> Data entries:
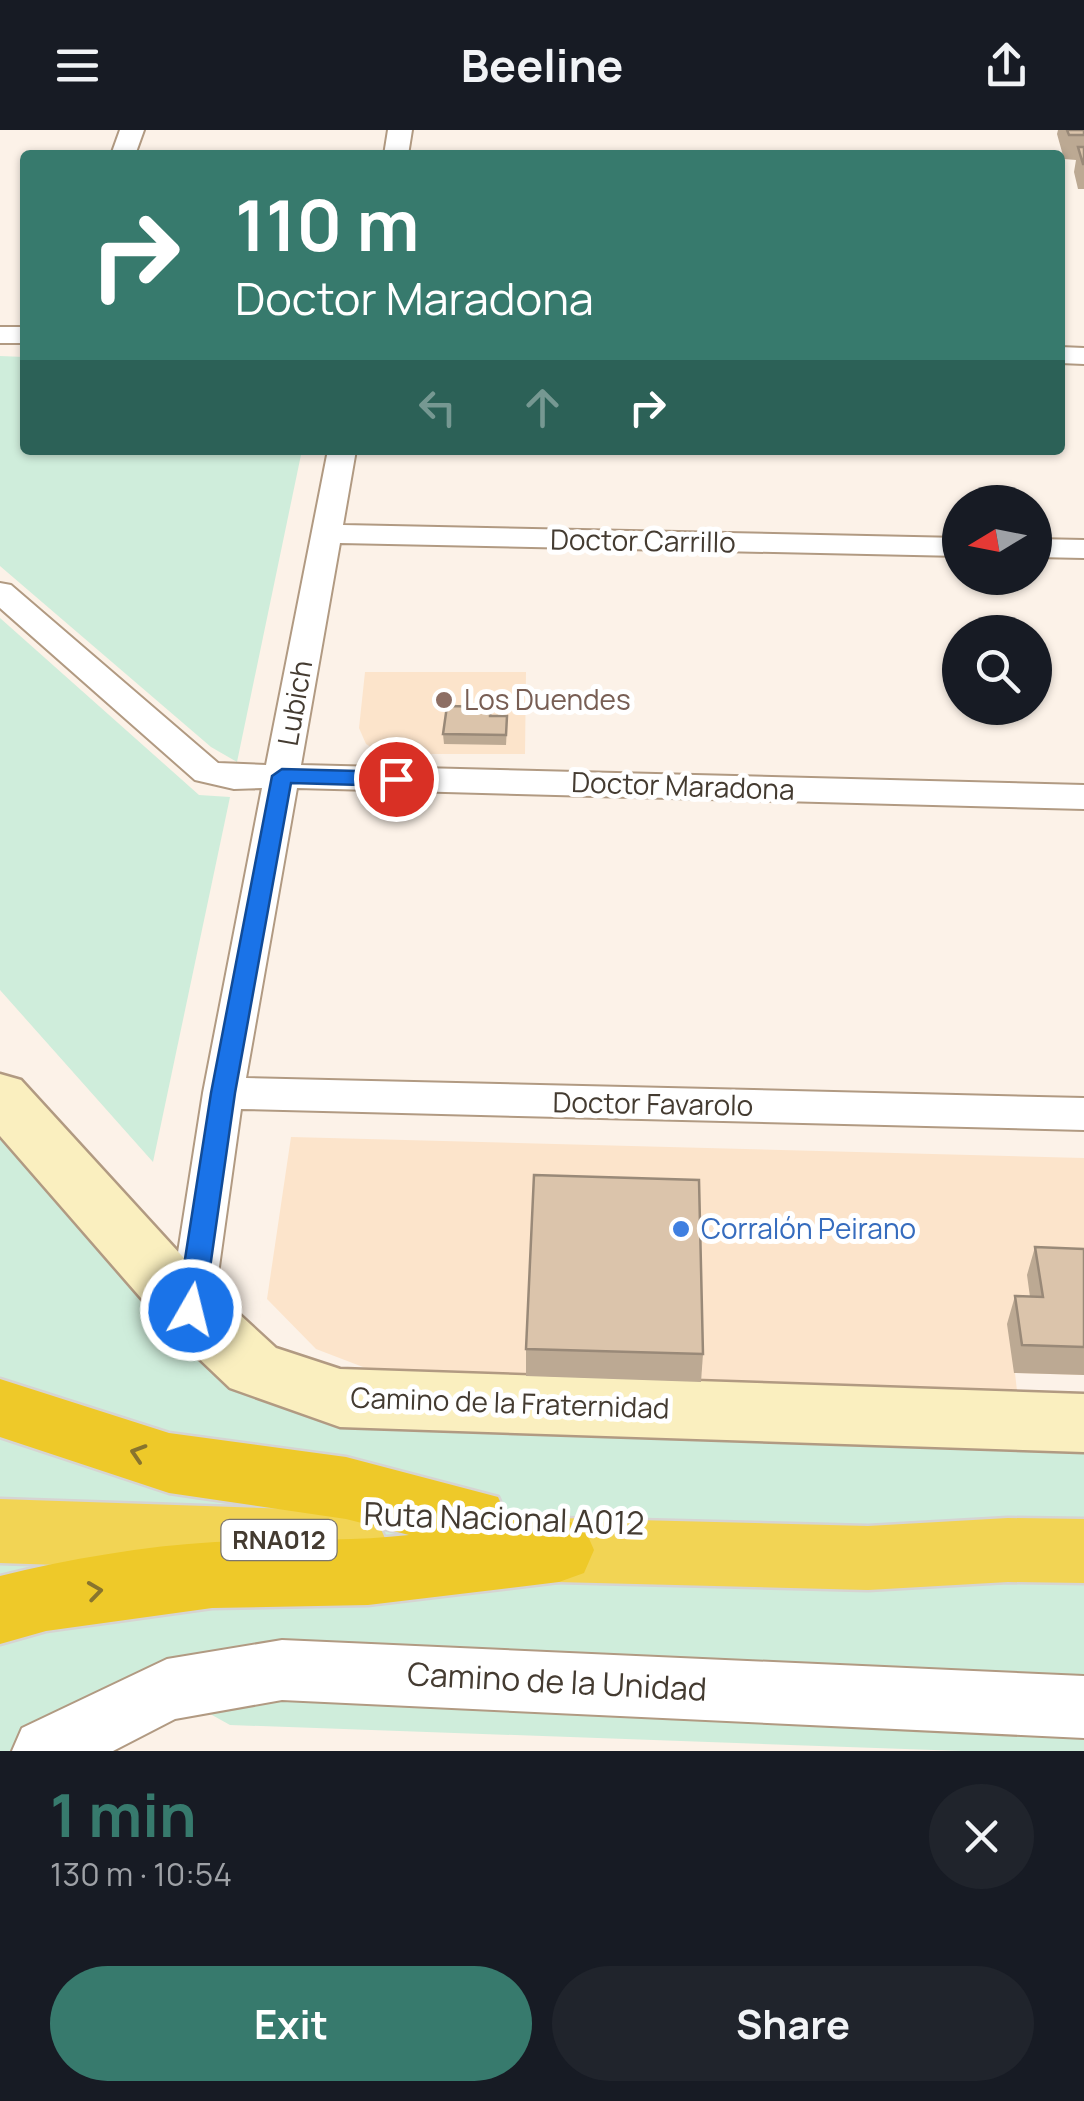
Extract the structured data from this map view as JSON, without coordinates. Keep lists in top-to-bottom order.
{
  "streets": {
    "highway": ["Ruta Nacional A012", "RNA012"],
    "main road": ["Camino de la Fraternidad"],
    "street": [
      "Doctor Carrillo",
      "Lubich",
      "Doctor Maradona",
      "Doctor Favarolo",
      "Camino de la Unidad"
    ]
  },
  "crossings": [
    ["Doctor Carrillo", "Lubich"],
    ["Lubich", "Doctor Maradona"],
    ["Lubich", "Doctor Favarolo"],
    ["Lubich", "Camino de la Fraternidad"]
  ],
  "places": ["Los Duendes", "Corralón Peirano"],
  "north": "left",
  "page": {
    "header": "Beeline",
    "turn": ["110 m", "Doctor Maradona"],
    "heading": ["1 min", "130 m · 10:54"],
    "buttons": ["Exit", "Share"]
  }
}
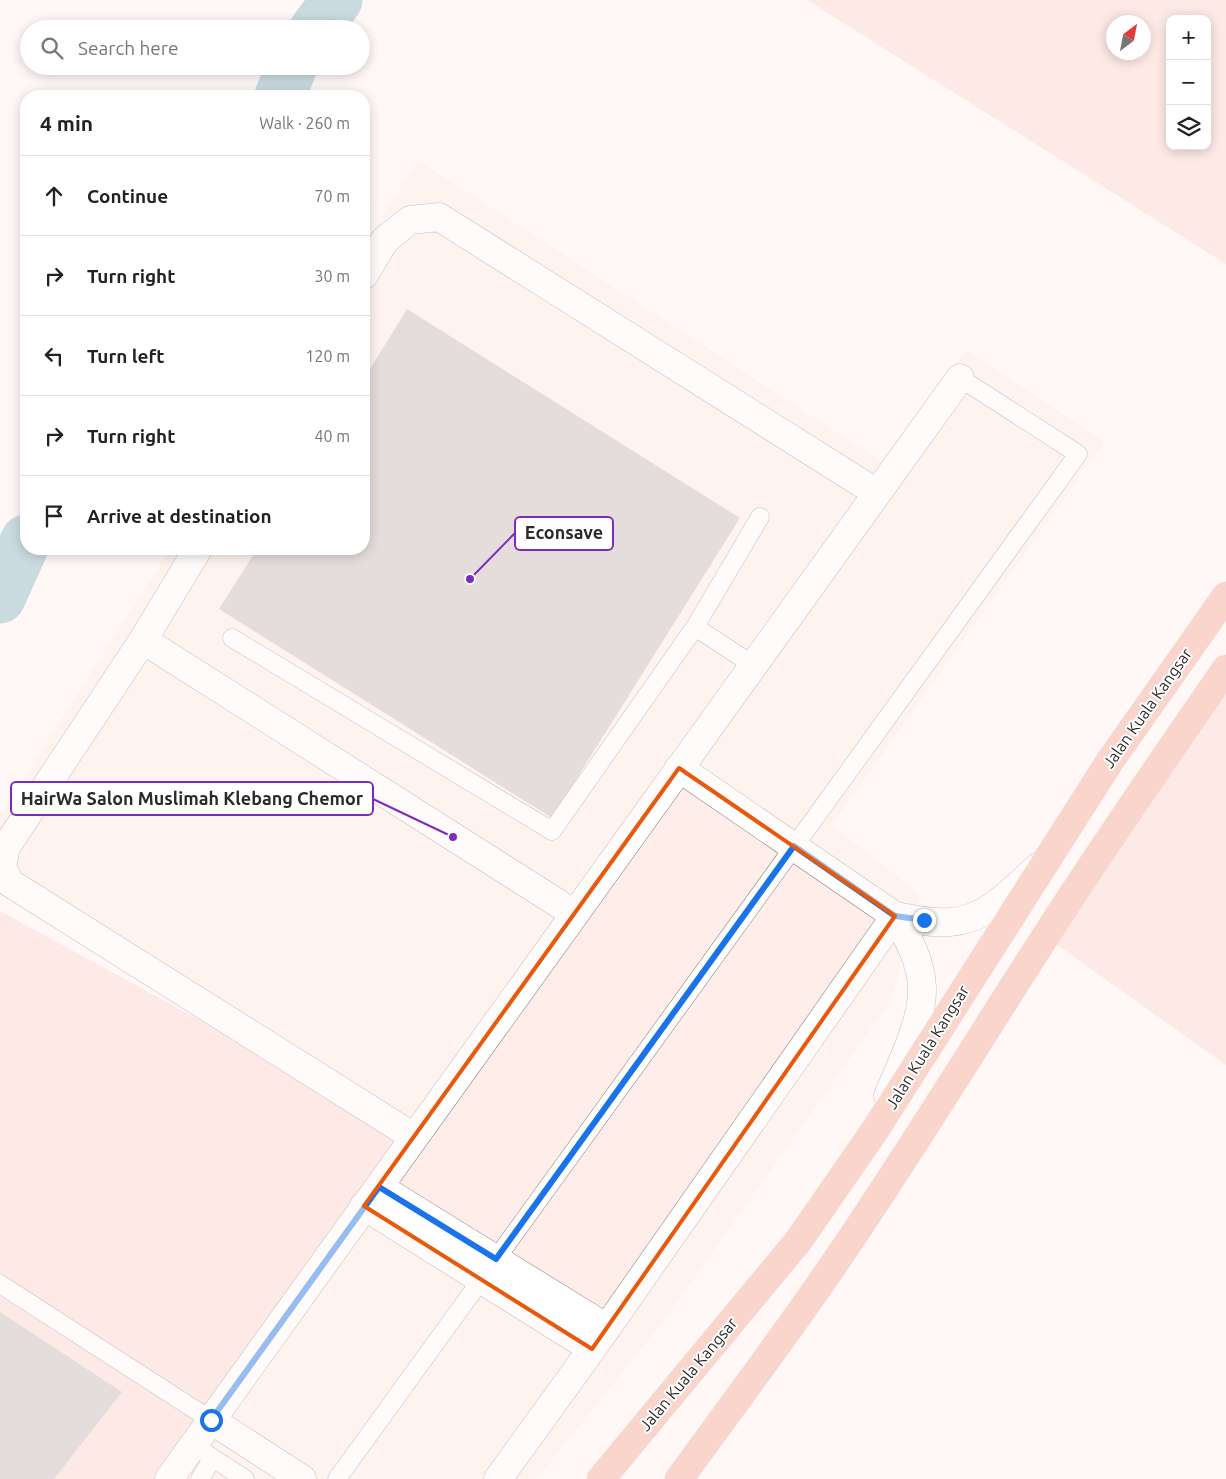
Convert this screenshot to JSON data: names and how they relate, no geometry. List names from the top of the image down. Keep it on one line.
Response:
{"streets":{"highway":["Jalan Kuala Kangsar"]},"places":["Econsave","HairWa Salon Muslimah Klebang Chemor"],"north":"top right","page":{"map_buttons":["+","−"],"search":"Search here","heading":["4 min","Walk · 260 m"],"list":[["Continue","70 m"],["Turn right","30 m"],["Turn left","120 m"],["Turn right","40 m"],"Arrive at destination"]}}
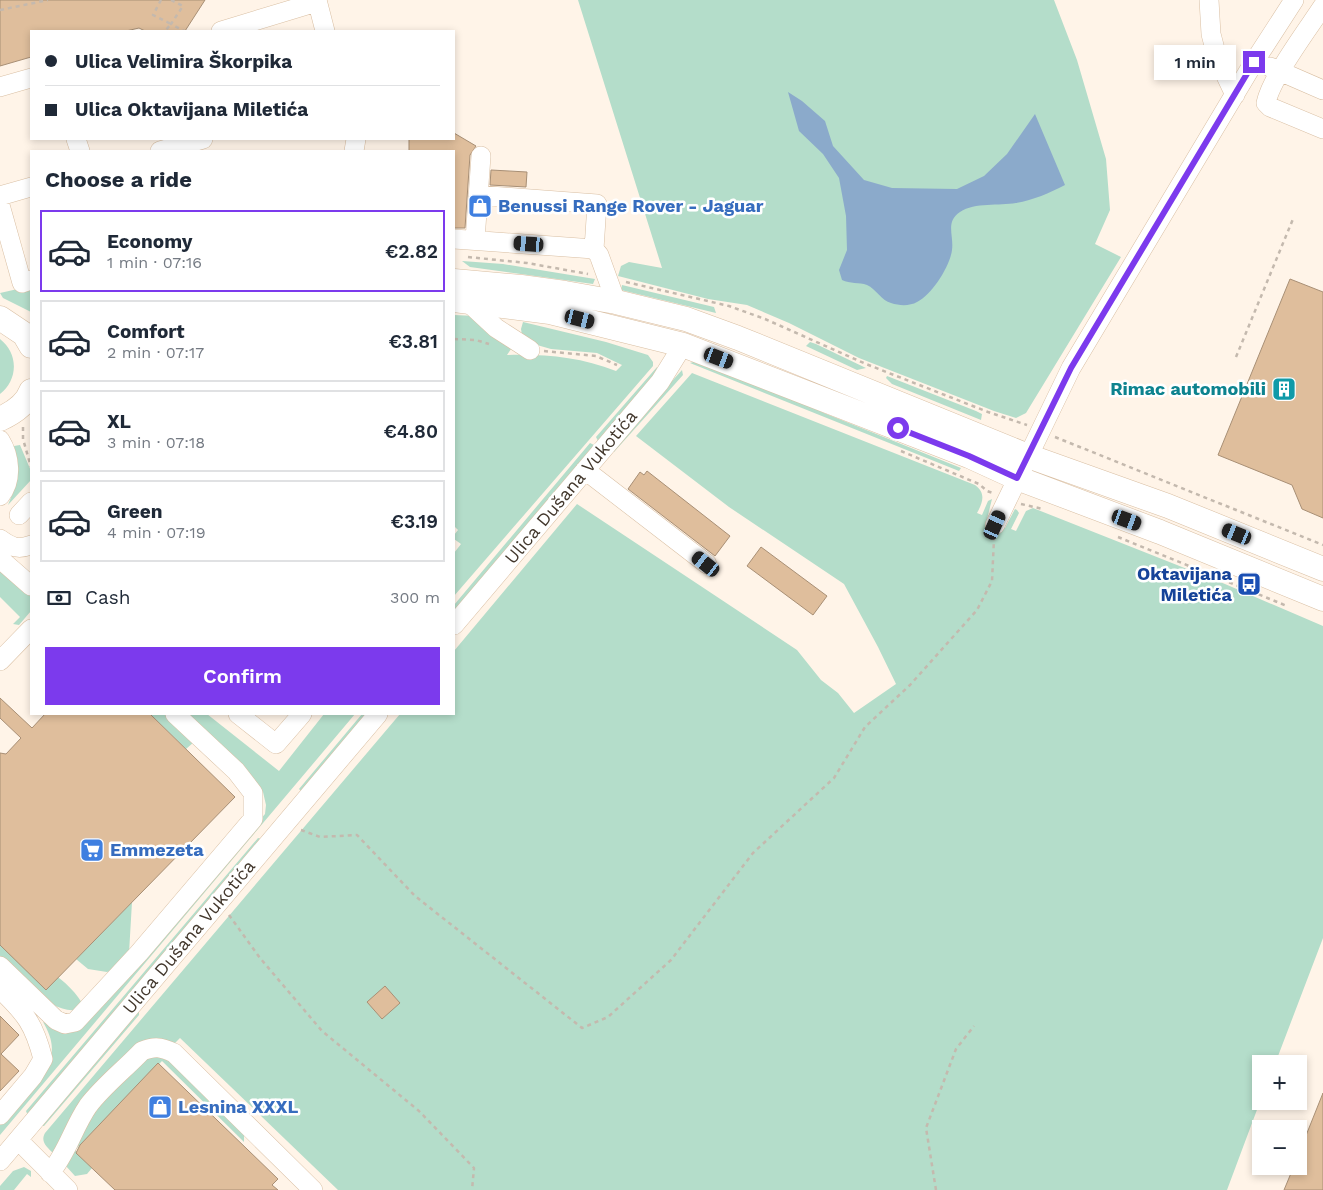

> Task to complete: From the first line to the last, give the data again exactly, but without pictures.

> Task solution:
Extract the structured data from this map view as JSON, without coordinates. Keep lists in top-to-bottom order.
{
  "streets": {
    "highway": ["Ruta Nacional A012", "RNA012"],
    "main road": ["Camino de la Fraternidad"],
    "street": [
      "Doctor Carrillo",
      "Lubich",
      "Doctor Maradona",
      "Doctor Favarolo",
      "Camino de la Unidad"
    ]
  },
  "crossings": [
    ["Doctor Carrillo", "Lubich"],
    ["Lubich", "Doctor Maradona"],
    ["Lubich", "Doctor Favarolo"],
    ["Lubich", "Camino de la Fraternidad"]
  ],
  "places": ["Los Duendes", "Corralón Peirano"],
  "north": "left",
  "page": {
    "header": "Beeline",
    "turn": ["110 m", "Doctor Maradona"],
    "heading": ["1 min", "130 m · 10:54"],
    "buttons": ["Exit", "Share"]
  }
}
Convert this screenshot to JSON data: names and how they relate, no geometry. List names from the top of the image down. Keep it on one line.
Response:
{"streets":{"highway":["Jalan Kuala Kangsar"]},"places":["Econsave","HairWa Salon Muslimah Klebang Chemor"],"north":"top right","page":{"map_buttons":["+","−"],"search":"Search here","heading":["4 min","Walk · 260 m"],"list":[["Continue","70 m"],["Turn right","30 m"],["Turn left","120 m"],["Turn right","40 m"],"Arrive at destination"]}}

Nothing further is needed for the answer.